[Task objective]: Transcribe the stretch of entries below from the line with "g.fill(path, 'evenodd');" through the line with "g.textBaseline = 'middle';", exactly and with both ends included; leave out all other lines.

[Dataset content]:

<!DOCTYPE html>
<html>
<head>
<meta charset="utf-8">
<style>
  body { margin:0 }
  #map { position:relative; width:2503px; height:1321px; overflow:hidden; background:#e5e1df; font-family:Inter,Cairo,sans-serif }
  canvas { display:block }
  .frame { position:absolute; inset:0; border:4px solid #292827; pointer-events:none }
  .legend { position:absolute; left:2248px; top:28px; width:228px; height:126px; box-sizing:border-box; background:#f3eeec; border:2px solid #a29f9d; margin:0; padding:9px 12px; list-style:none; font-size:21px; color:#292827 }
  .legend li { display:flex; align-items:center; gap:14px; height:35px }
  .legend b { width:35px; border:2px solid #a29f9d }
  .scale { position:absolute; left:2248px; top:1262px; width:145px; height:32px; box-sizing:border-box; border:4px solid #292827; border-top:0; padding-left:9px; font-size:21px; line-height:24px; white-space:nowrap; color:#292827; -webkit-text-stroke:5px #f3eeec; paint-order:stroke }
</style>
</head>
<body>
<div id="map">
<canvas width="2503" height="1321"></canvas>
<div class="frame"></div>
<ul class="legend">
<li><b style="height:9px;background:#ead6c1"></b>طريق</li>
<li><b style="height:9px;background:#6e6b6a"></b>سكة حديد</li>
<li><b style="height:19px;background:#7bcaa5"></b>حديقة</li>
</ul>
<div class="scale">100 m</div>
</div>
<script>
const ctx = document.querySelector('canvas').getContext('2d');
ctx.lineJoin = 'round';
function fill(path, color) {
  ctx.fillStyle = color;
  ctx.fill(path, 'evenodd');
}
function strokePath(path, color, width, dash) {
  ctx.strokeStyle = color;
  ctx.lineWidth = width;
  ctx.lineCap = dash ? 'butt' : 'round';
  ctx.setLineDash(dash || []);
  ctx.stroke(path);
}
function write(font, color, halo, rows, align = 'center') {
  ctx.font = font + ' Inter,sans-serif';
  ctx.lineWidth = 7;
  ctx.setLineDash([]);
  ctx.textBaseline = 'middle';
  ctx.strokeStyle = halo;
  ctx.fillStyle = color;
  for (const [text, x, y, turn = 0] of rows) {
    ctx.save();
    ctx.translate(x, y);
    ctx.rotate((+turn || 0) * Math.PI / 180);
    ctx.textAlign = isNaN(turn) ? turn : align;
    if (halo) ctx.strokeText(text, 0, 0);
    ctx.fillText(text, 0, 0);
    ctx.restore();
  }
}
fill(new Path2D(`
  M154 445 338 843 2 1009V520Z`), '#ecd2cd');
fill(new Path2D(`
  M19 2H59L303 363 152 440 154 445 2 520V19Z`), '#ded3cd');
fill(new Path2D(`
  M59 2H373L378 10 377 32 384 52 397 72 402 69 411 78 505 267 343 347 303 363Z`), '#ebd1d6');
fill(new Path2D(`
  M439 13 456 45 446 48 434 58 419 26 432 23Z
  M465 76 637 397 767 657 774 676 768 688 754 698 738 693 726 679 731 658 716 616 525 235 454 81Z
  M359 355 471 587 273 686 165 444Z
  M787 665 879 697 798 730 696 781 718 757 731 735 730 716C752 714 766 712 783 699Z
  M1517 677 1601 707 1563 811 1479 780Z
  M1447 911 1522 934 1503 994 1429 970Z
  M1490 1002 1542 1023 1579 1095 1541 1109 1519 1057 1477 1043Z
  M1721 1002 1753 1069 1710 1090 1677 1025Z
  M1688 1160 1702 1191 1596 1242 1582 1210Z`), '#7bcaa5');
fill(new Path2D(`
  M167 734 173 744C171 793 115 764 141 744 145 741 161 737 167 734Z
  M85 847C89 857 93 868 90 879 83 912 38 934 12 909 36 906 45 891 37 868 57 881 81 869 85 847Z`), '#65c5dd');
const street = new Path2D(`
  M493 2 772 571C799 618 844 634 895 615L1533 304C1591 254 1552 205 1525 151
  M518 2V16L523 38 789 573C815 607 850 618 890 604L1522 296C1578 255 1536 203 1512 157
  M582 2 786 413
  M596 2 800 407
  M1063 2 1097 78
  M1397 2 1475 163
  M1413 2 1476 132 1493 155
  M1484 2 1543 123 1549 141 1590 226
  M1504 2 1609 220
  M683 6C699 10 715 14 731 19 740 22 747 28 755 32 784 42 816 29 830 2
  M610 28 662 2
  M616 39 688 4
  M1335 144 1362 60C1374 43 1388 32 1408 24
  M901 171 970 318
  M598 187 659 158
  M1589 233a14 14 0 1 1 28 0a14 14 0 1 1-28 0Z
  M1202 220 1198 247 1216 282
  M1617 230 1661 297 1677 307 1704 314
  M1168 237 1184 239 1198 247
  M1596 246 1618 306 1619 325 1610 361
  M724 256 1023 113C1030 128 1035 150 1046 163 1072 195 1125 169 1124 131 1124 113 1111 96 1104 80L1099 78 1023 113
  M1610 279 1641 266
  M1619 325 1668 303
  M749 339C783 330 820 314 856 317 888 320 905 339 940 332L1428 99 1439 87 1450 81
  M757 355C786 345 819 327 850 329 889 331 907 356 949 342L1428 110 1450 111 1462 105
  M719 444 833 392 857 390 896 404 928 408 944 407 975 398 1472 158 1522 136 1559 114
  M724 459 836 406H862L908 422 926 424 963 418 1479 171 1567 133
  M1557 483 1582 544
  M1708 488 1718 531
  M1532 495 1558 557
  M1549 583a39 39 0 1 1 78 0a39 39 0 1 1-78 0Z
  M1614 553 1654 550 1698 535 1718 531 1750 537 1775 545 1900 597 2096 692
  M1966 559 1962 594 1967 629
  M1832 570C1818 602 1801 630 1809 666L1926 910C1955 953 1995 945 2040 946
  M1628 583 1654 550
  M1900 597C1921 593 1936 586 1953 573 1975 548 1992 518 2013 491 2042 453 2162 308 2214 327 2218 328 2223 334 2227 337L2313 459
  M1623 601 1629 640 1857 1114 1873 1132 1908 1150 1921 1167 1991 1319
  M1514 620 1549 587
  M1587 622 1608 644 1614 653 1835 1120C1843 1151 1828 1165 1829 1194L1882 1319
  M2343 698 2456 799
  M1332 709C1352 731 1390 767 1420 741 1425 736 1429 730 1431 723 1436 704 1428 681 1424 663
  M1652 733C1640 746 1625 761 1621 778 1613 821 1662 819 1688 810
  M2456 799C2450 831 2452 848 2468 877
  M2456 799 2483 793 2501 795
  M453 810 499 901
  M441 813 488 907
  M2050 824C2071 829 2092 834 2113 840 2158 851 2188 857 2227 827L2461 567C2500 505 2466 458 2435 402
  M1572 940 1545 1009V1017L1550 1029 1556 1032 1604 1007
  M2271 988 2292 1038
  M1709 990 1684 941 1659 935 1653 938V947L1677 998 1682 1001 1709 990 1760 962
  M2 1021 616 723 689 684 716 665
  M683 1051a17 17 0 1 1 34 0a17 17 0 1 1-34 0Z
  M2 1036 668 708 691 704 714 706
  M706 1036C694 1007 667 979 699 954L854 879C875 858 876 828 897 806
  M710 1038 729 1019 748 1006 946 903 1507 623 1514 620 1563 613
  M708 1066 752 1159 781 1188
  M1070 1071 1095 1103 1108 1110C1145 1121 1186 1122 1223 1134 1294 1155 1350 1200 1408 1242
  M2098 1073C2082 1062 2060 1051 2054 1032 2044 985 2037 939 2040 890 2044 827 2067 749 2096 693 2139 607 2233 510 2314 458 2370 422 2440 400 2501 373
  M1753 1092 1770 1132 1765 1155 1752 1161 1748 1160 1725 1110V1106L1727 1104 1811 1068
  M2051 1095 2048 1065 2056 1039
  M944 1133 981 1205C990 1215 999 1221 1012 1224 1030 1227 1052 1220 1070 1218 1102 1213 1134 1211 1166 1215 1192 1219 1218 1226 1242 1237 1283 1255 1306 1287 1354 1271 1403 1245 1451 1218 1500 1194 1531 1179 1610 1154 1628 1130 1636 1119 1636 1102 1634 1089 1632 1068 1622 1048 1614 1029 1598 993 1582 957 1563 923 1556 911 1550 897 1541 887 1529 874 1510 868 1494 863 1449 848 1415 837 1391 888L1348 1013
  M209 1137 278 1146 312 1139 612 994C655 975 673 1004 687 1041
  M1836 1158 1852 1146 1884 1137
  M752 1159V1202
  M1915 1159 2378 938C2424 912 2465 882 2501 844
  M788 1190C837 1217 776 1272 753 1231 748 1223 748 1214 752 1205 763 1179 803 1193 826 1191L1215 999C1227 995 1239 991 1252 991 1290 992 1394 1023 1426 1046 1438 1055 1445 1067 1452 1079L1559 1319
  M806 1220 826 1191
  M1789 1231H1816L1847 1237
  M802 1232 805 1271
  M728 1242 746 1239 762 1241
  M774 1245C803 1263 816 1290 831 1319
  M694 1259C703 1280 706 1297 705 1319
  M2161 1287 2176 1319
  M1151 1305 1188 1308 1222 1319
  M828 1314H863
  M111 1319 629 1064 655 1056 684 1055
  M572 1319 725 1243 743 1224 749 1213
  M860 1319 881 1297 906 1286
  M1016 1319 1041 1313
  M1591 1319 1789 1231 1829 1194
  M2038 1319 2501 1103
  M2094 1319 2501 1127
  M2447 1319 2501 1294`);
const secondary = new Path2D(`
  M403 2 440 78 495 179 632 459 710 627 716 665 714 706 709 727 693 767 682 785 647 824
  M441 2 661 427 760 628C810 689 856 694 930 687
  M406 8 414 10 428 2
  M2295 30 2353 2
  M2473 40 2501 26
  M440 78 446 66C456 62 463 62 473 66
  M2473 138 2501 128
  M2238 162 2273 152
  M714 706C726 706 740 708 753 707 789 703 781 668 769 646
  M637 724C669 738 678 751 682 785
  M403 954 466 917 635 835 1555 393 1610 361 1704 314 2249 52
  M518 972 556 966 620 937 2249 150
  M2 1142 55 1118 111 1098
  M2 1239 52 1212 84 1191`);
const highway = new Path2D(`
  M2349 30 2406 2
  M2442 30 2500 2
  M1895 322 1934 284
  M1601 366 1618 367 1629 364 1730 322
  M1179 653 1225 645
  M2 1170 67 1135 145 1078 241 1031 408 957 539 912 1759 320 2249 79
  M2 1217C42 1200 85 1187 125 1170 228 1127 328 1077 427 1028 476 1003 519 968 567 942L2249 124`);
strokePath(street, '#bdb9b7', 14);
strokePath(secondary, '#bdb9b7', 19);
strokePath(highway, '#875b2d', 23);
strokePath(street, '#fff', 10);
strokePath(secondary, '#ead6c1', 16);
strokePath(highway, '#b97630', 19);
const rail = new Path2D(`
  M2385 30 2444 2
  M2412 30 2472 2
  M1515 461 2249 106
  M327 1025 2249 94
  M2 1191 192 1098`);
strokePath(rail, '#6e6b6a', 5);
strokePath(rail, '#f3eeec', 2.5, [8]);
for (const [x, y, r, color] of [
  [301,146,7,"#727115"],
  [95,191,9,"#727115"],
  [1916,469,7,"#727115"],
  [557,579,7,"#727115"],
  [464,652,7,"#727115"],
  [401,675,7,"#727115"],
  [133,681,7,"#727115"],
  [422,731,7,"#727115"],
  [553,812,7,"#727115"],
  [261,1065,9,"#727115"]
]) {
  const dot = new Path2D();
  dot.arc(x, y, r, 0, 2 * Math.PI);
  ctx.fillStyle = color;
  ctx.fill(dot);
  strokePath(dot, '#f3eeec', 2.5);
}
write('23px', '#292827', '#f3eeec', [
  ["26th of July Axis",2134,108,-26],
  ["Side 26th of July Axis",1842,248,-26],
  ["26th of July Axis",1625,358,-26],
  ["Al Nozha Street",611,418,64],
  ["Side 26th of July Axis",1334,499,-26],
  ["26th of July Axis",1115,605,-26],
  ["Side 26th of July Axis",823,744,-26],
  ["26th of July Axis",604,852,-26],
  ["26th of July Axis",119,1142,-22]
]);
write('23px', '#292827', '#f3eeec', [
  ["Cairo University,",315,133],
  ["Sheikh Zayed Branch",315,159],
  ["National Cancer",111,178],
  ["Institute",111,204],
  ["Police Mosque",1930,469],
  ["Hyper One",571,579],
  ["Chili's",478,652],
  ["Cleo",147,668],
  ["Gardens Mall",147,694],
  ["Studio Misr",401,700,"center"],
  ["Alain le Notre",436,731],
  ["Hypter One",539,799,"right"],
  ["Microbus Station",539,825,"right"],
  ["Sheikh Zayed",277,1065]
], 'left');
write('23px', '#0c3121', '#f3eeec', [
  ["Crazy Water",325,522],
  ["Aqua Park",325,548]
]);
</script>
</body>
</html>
* * *
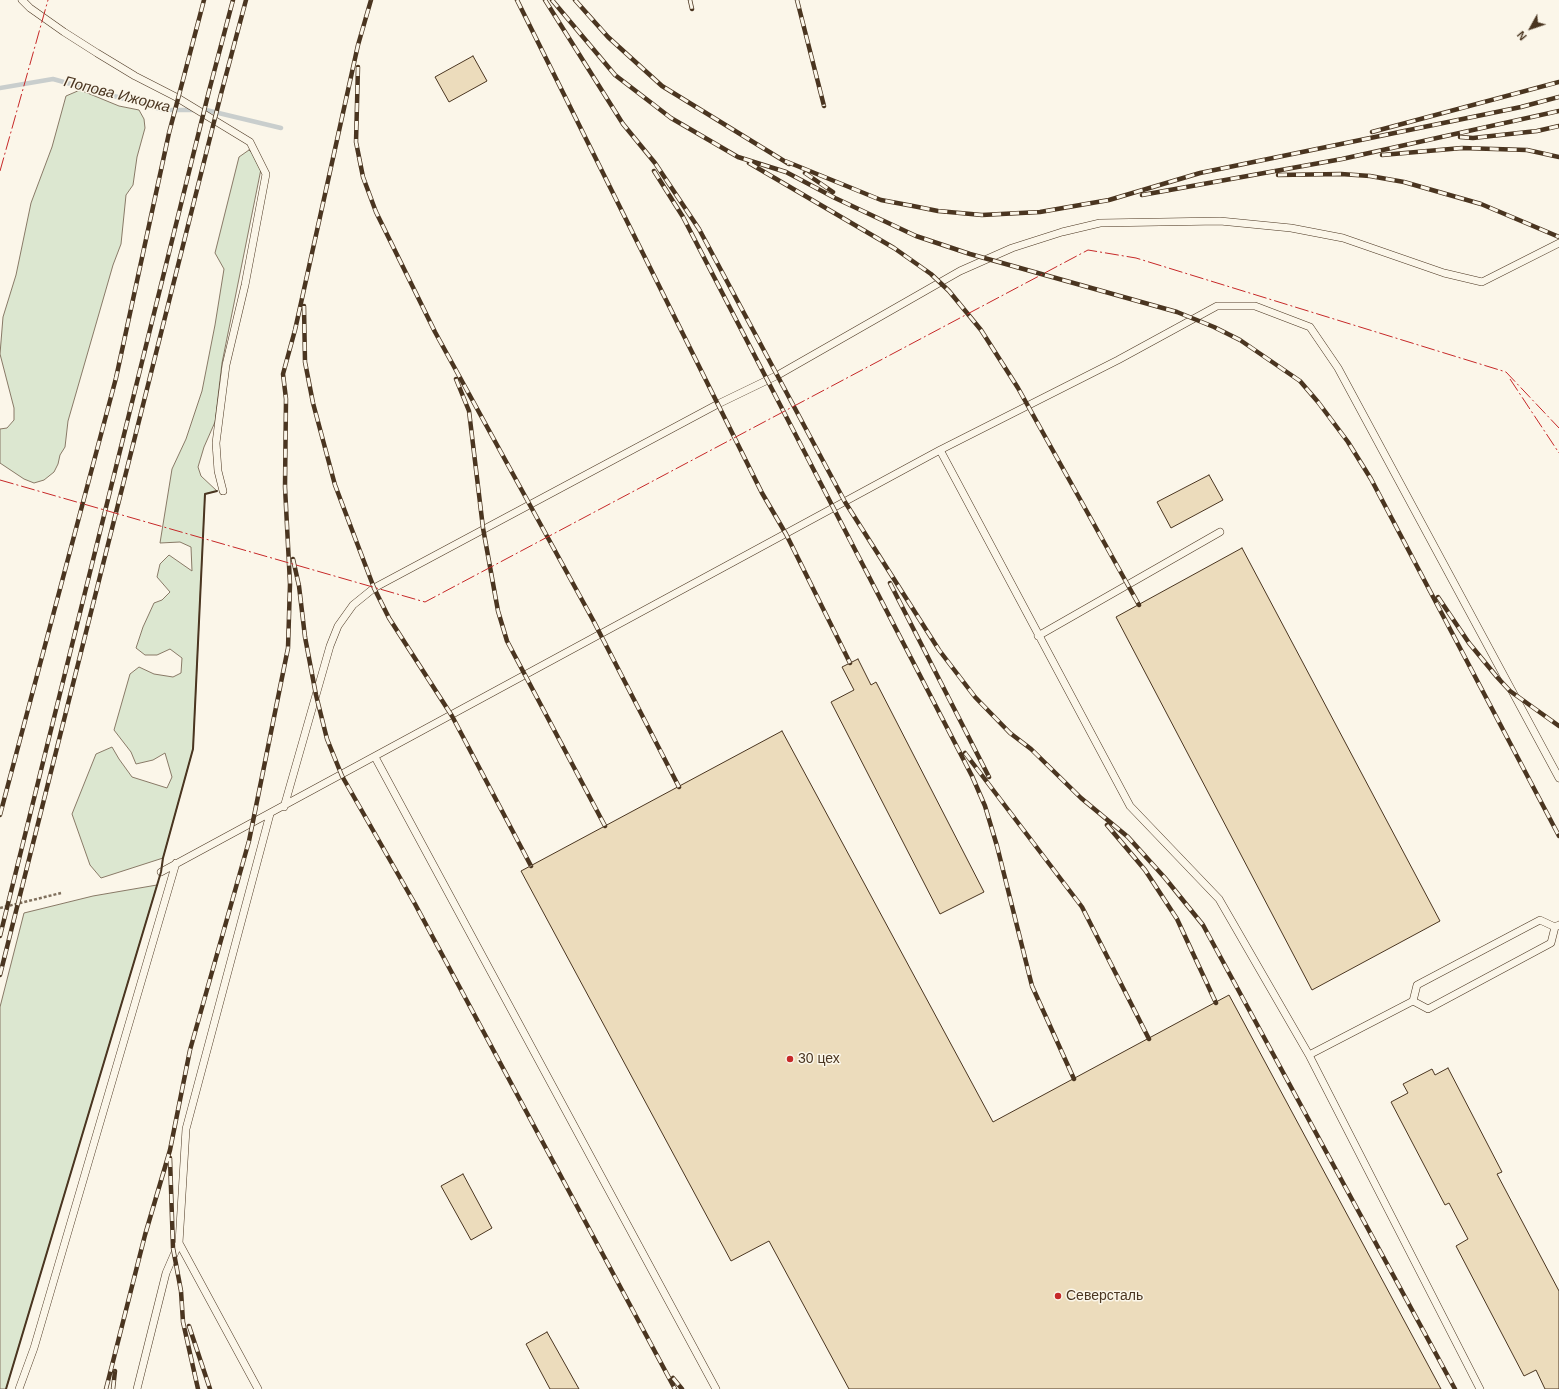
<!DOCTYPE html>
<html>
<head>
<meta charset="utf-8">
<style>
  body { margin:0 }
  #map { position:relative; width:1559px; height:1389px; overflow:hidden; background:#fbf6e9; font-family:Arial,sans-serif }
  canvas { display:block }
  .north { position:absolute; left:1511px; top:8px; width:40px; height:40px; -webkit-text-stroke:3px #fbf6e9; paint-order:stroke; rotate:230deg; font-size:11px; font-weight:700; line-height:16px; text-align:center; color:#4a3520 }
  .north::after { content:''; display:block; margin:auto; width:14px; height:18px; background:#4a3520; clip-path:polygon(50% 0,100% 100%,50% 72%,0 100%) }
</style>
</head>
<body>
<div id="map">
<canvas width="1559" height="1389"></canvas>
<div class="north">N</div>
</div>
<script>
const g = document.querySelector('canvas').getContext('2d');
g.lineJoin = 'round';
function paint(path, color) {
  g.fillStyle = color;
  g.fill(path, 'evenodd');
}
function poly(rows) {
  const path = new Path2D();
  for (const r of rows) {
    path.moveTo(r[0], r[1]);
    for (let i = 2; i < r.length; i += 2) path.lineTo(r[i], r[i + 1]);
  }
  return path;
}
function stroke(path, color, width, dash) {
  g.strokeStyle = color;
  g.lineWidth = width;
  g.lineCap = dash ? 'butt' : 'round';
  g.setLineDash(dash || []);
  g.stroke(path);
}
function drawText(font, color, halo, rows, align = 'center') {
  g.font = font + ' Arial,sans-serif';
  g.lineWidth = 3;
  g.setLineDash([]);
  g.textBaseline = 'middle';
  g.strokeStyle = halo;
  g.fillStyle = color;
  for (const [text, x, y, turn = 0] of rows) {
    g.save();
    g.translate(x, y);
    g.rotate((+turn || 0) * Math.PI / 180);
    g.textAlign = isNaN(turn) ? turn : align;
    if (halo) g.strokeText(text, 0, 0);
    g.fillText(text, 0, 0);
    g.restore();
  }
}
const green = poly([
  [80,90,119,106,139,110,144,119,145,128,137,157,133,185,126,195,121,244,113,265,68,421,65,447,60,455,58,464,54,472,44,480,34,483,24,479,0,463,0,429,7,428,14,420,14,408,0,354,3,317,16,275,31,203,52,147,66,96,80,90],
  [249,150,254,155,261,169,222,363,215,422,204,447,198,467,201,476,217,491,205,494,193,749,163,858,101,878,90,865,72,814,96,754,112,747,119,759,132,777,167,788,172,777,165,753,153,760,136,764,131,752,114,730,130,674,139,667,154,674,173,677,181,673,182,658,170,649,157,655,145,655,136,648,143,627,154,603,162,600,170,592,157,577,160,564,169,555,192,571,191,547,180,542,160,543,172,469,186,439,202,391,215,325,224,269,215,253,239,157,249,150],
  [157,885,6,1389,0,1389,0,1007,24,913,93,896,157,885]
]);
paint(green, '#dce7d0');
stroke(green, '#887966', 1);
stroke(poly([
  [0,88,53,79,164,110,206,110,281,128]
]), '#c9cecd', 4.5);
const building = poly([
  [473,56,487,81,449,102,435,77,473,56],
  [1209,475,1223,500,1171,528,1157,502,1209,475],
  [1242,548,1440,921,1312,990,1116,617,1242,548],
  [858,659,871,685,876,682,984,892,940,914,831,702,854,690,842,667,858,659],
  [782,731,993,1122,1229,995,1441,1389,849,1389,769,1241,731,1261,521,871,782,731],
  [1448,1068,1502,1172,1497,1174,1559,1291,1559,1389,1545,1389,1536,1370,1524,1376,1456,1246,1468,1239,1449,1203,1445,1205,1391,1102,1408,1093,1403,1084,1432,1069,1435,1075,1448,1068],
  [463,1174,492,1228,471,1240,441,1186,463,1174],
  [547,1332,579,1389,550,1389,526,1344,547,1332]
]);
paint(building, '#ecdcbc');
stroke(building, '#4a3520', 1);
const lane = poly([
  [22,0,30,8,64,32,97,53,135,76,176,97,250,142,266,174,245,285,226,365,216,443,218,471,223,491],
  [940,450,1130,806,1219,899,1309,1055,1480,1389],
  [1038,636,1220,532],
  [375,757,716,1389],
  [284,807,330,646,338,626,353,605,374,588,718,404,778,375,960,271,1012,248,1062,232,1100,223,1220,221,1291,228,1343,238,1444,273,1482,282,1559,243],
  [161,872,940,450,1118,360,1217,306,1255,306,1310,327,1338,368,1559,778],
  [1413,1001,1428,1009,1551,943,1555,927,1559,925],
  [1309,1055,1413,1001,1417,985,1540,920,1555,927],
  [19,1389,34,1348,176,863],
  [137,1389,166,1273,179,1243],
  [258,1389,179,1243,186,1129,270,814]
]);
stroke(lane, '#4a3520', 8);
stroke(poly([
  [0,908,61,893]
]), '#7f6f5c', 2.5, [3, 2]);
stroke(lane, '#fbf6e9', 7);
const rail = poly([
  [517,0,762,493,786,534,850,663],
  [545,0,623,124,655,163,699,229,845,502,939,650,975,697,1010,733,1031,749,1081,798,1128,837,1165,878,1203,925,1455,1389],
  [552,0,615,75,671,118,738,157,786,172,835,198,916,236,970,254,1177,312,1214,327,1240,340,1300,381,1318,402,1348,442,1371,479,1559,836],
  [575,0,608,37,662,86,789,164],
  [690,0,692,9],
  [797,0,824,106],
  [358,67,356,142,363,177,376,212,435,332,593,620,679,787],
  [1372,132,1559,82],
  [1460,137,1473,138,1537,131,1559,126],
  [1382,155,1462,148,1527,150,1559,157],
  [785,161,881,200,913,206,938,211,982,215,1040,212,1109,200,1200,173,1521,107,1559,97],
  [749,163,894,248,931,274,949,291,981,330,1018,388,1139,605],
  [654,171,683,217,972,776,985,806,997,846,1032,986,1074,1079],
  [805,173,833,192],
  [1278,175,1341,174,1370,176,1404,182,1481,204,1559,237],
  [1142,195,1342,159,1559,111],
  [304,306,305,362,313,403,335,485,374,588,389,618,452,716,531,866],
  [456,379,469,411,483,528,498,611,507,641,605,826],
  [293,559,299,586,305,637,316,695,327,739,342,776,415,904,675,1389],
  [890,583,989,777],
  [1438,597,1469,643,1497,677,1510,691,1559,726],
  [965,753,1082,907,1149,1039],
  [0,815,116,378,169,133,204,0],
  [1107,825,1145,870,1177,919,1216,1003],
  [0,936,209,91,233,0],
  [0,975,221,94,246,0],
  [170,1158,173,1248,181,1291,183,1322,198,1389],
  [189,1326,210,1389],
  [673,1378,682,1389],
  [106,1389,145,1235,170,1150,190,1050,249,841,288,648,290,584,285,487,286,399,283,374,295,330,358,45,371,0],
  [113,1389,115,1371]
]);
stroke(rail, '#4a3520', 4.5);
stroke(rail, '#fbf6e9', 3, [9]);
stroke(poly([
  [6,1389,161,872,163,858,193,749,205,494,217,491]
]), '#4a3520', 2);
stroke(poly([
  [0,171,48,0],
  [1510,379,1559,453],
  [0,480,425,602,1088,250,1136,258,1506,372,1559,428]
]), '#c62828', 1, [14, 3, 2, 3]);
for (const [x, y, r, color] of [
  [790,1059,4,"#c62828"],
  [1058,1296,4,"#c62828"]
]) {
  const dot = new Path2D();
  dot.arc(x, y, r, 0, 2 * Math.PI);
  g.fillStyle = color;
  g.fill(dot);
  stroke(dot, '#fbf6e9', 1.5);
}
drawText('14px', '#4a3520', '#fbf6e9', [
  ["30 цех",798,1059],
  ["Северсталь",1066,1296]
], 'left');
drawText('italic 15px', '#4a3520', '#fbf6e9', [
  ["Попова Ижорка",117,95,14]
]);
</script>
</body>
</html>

[Expected output]:
  g.fill(path, 'evenodd');
}
function poly(rows) {
  const path = new Path2D();
  for (const r of rows) {
    path.moveTo(r[0], r[1]);
    for (let i = 2; i < r.length; i += 2) path.lineTo(r[i], r[i + 1]);
  }
  return path;
}
function stroke(path, color, width, dash) {
  g.strokeStyle = color;
  g.lineWidth = width;
  g.lineCap = dash ? 'butt' : 'round';
  g.setLineDash(dash || []);
  g.stroke(path);
}
function drawText(font, color, halo, rows, align = 'center') {
  g.font = font + ' Arial,sans-serif';
  g.lineWidth = 3;
  g.setLineDash([]);
  g.textBaseline = 'middle';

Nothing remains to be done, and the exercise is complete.